*** Material for the task ***

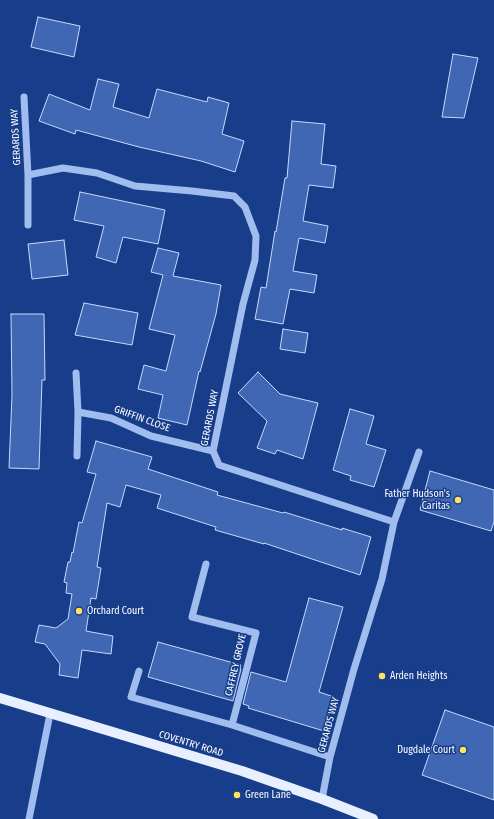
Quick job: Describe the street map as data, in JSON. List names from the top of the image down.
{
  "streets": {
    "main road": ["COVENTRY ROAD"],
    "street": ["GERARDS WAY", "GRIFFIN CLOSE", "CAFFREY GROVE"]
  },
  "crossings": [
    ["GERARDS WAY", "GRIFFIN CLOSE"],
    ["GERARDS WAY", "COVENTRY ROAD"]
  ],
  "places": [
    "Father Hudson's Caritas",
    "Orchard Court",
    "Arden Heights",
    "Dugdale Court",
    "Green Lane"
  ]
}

*** End of Material for the task ***

▶ **Exercise**: Set down the data above verbatim, omitting every image.

▶ **Output of the task**:
Quick job: Describe the street map as data, in JSON. List names from the top of the image down.
{
  "streets": {
    "main road": ["COVENTRY ROAD"],
    "street": ["GERARDS WAY", "GRIFFIN CLOSE", "CAFFREY GROVE"]
  },
  "crossings": [
    ["GERARDS WAY", "GRIFFIN CLOSE"],
    ["GERARDS WAY", "COVENTRY ROAD"]
  ],
  "places": [
    "Father Hudson's Caritas",
    "Orchard Court",
    "Arden Heights",
    "Dugdale Court",
    "Green Lane"
  ]
}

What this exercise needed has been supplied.